Here, a dramaturgy of "doing with" is in place: the general dramaturgy of Caroline Barneaud and Stefan Kaegi's play invites us to melt into the landscape, to play with it, to follow the course of the sun. The transition from the heat of the afternoon to the cool of the evening is an integral part of the experience. And here, all the habits, practices and know-how of the theater are questioned and shifted: welcoming the audience, the lighting, the relationship to sound and voice, the acting, as a shared and intertwined experiment.



In these experiments, we are invited to envisage a life without guaranteed stability, a life defined by "precariousness", "the condition of our times" (Anna Tsing), the defining criterion of what we might call a new earthly condition - precarious, vulnerable, intertwined, free in close dependence on other beings. Animating the landscape, inhabiting the landscape, sharing the landscape : in the itinerant gaze and walking body offered by this theatrical experience at the Avignon Festival, we recognize the figures of the Renaissance traveler-collector and the Romantic stroller, but this is a restless traveler who sees what he has just discovered disappearing before his very eyes.
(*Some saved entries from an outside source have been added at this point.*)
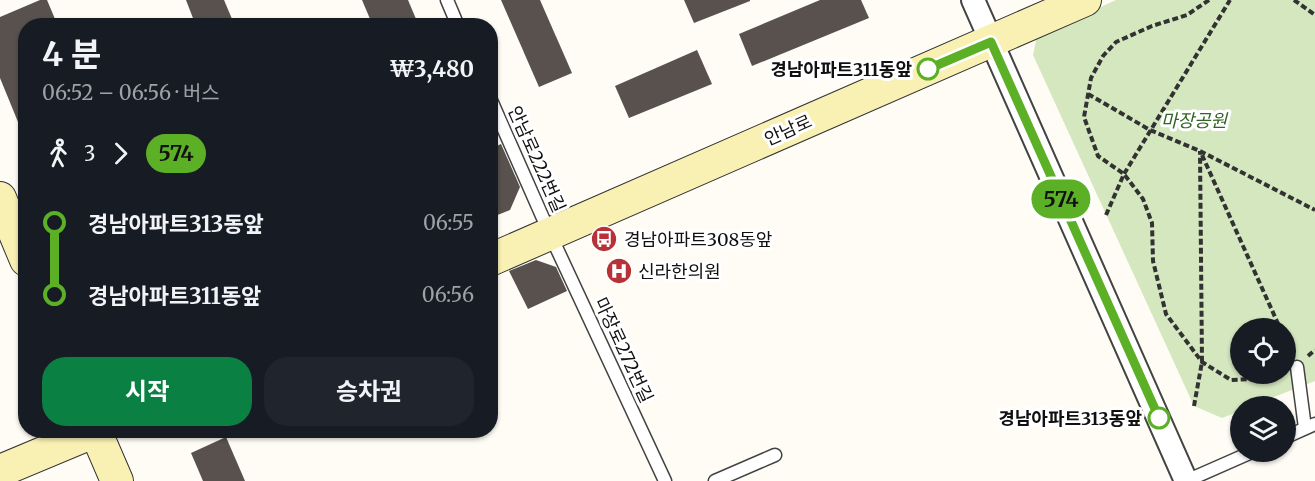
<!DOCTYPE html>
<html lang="ko">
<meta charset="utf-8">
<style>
:root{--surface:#171b24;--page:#20242c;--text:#f1f3f6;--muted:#9ea1a6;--accent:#0b8043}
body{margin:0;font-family:Merriweather,"Noto Sans KR",serif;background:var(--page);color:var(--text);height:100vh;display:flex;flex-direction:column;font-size:22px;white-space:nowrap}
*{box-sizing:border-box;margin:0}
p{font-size:20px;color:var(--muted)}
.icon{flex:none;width:33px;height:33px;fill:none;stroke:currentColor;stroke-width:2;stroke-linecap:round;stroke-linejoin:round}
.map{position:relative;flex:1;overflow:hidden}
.side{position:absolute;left:18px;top:18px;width:480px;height:420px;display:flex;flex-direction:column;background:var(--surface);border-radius:24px;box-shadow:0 2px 4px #0004}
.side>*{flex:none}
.badge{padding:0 12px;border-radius:20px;font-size:21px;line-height:39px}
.controls{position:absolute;left:1230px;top:318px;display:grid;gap:12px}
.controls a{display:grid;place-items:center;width:66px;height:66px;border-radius:50%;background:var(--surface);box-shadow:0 2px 4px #0004;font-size:30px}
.map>.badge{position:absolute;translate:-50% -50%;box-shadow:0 0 0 3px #fff}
.legs{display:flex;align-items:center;gap:9px;height:66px;padding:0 24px;font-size:20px}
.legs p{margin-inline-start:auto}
.head{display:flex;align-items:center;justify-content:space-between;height:102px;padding:0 24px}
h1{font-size:33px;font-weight:700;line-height:45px}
.button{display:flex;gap:12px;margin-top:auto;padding:12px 24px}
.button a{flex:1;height:69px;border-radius:24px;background:var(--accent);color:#fff;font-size:24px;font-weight:700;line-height:69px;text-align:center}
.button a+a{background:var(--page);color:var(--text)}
ul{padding:0 24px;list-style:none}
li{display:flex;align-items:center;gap:21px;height:72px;font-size:22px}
li i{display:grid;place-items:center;width:9px;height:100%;margin:0 8px;background:currentColor}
li i::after{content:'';width:15px;height:15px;margin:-8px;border:4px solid;border-radius:50%;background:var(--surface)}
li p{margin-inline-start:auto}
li:first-child i{background:linear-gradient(#0000 50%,currentColor 0)}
li:last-child i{background:linear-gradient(currentColor 50%,#0000 0)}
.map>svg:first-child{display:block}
.green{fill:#d4e7bf;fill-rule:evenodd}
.building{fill:#58514d}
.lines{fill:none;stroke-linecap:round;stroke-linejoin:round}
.service-casing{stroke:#434343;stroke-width:15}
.minor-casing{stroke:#434343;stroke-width:26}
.secondary-casing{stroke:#323232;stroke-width:34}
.path{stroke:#323232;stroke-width:4;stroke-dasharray:6 3;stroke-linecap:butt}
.service{stroke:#fff;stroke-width:12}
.minor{stroke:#fff;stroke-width:22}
.secondary{stroke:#f9f1b4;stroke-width:32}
.line-1-casing{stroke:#fff;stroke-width:14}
.line-1{stroke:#5bb025;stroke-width:9}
.stop-1-dot{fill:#fff;stroke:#5bb025;stroke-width:3}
.labels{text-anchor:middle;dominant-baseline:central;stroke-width:6;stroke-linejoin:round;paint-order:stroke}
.stop-label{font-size:18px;font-weight:bold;fill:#101010;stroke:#fff;text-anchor:end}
.park-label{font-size:18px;font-style:italic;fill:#326424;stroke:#fff}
.street-label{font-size:18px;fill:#101010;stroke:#fff}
.poi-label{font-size:18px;fill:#101010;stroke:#fff;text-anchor:start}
</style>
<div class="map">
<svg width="1315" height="481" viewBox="0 0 1315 481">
<rect width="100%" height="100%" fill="#fefcf4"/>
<path class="green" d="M1116 0H1315V381L1251 406H1240V411L1222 418 1194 406 1033 55 1037 36ZM1240 328H1286V374H1240Z"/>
<g class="building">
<polygon points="40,0 47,0 58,26 26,26 25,139 0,78 0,17"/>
<polygon points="186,0 224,0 235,26 196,26"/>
<polygon points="362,0 408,0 419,26 373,26"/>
<polygon points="501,0 540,0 572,73 539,87"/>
<polygon points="684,0 750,0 750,1 694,23"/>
<polygon points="820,0 861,0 869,18 752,66 739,34"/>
<polygon points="697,50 712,84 629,118 615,86"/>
<polygon points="501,144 520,187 510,210 490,218 490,149"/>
<polygon points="536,260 556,267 567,291 528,309 509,271"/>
<polygon points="226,437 245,481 203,481 191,453"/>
</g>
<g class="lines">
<g class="service-casing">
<g id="service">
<polyline points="447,0 458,26"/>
<polyline points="490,98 550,234 665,481"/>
<polyline points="1297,367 1305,428"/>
<polyline points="1286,437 1315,424"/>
<polyline points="715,481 775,455"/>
<polyline points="1186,481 1252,452"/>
</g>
</g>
<g class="minor-casing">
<polyline id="minor" points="973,0 1186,481"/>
</g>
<g class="secondary-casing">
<g id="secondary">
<polyline points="0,198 26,260"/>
<polyline points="490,260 1085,0"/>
<polyline points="95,430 117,481"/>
<polyline points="0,471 98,430"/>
</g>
</g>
<g class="path">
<polyline points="1209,0 1187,15 1152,26 1116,42 1103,56 1091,78 1084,117 1098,156 1124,174 1143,199 1152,223 1153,261 1166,314 1202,362 1231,380 1275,378 1283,374"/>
<polyline points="1294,0 1315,15"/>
<polyline points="1088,94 1150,130 1200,151 1315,210"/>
<polyline points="1202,155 1280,328"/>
<polyline points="1106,215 1124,174 1230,0"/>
<polyline points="1286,342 1291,355"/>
<polyline points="1308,356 1315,350"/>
<polyline points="1194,406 1202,362 1200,151"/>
</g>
<use href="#service" class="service"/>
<use href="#minor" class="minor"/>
<use href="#secondary" class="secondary"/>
</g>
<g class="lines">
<g class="line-1-casing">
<polyline id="line-1" points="928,69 991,42 1159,418"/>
</g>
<use href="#line-1" class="line-1"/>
</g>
<defs>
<g id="bus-disc" transform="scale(1.35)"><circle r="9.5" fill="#b73139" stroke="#fff"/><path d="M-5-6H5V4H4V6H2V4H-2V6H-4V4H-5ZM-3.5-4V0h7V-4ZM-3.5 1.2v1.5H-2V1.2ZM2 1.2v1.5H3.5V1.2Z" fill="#fff"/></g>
<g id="hospital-disc" transform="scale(1.35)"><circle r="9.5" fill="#b73139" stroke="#fff"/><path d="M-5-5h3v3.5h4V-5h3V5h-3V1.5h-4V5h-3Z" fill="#fff"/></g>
</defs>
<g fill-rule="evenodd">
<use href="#bus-disc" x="604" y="239"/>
<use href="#hospital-disc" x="619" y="271"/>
</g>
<g class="stop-1-dot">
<circle cx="928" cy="69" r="10"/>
<circle cx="1159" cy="418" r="10"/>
</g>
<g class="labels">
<g class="stop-label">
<text x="912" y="69">경남아파트311동앞</text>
<text x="1142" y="418">경남아파트313동앞</text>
</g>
<g class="park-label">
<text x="1194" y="120">마장공원</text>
</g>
<g class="street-label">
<text transform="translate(788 130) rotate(-24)">안남로</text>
<text transform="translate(537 159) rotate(66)">안남로222번길</text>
<text transform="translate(624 350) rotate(65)">마장로272번길</text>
</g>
<g class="poi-label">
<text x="624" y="239">경남아파트308동앞</text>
<text x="638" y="271">신라한의원</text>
</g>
</g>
</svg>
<div class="controls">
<a><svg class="icon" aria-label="locate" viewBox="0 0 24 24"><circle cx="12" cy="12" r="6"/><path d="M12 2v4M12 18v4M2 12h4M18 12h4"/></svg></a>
<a><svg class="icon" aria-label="layers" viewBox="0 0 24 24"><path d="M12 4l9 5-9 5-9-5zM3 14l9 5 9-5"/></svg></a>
</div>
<b class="badge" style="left:1061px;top:199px;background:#5bb025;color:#111">574</b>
<section class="side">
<div class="head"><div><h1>4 분</h1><p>06:52 – 06:56 · 버스</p></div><b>₩3,480</b></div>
<div class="legs"><svg class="icon" aria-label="walk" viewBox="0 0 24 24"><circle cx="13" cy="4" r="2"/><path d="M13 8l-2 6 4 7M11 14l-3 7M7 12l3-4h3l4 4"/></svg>3<svg class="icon" aria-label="forward" viewBox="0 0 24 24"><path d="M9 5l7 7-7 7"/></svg><b class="badge" style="background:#5bb025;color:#111">574</b></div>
<ul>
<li><i style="color:#5bb025"></i><b>경남아파트313동앞</b><p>06:55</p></li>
<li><i style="color:#5bb025"></i><b>경남아파트311동앞</b><p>06:56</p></li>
</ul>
<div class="button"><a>시작</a><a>승차권</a></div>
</section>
</div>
He has lost his innocence, and perhaps a little of his destructive recklessness.

Finally, I'd like to share the words of my dear departed friend Bruno Latour, in a show we created together 4 years ago at Les Amandiers:

« Imagine being told that the world you thought you were in is nothing like the one you imagined. There you are, quietly surrounded by objects with well-defined shapes, a table, a chair, each well separated from the others and all together inserted as in a painting inside a space independent of it. You may see the leaves of a tree outside, the clouds that the wind blows across the sky, the contours of a mountain... but they too are at the right distance, object among objects, all inserted into infinite space, all distinctly painted.

But little by little, things get more complicated. The rain clouds that cover the horizon have been seeded by bacteria, and the sky where the clouds run is maintained because microbes have been piling up their excrement there for billions of years. The average temperature you enjoy, the very air you breathe, you owe to the trees you see.

Do you realize what's happening? The animate beings are no longer standing next to each other, but are beginning to overlap, to drool over each other, to mingle, to intertwine. The wood from which the chair is made comes from a distant forest, and the movement of all these superimposed beings sweeps you away. The landscape unravels, the painting fades away. You no longer see anything as a spectacle. »

1 Michel Serres, Le Contrat Naturel, Champs Flammarion, 1994, p. 16. And many authors: Dipesh Chakrabarty, "The Climate of History: Four Theses", Critical Inquiry, Vol. 35, No. 2, 2009; Isabelle Stengers, Au temps des  catastrophes. Résister à la barbarie qui vient, La Découverte, 2009; Anna Tsing, The Mushroom at the End of the World. On the Possibility of Life in Capitalist Ruins, Princeton University Press, 2015; Bruno Latour, Face à Gaïa, La Découverte, Paris, 2015; Donna Haraway, Staying with the Trouble: Making kin in the Chthulucene, Duke University Press, 2016; Emanuele Coccia, La vie des plantes, Payot, 2016; Baptiste Morizot, Manières d'être vivant, Actes Sud, 2020.

2 Christophe Bonneuil and Jean-Baptiste Fressoz, Le choc de l'anthropocène, tr. David Fernbach, London, New York, Verso, 2017.

3 Jan Zalasiewicz, "The extraordinary strata of the anthropocene", in Serpil Oppermann and Serenella Iovino (eds.), Environmental Humanities: Voices from the Anthropocene, Lanham (Maryland), Rowman & Littlefield, 2016.

4 Book by Davi Kopenawa and Bruce Albert, The Falling Sky: Words of a Yanomami Shaman, Harvard University Press, 2013, cited by Deborah Danowski and Eduardo Viveiros de Castro, "L'arrêt de monde", in Émilie Hache (ed.), De l'univers clos au monde infini, Éditions Dehors, 2014, p. 289.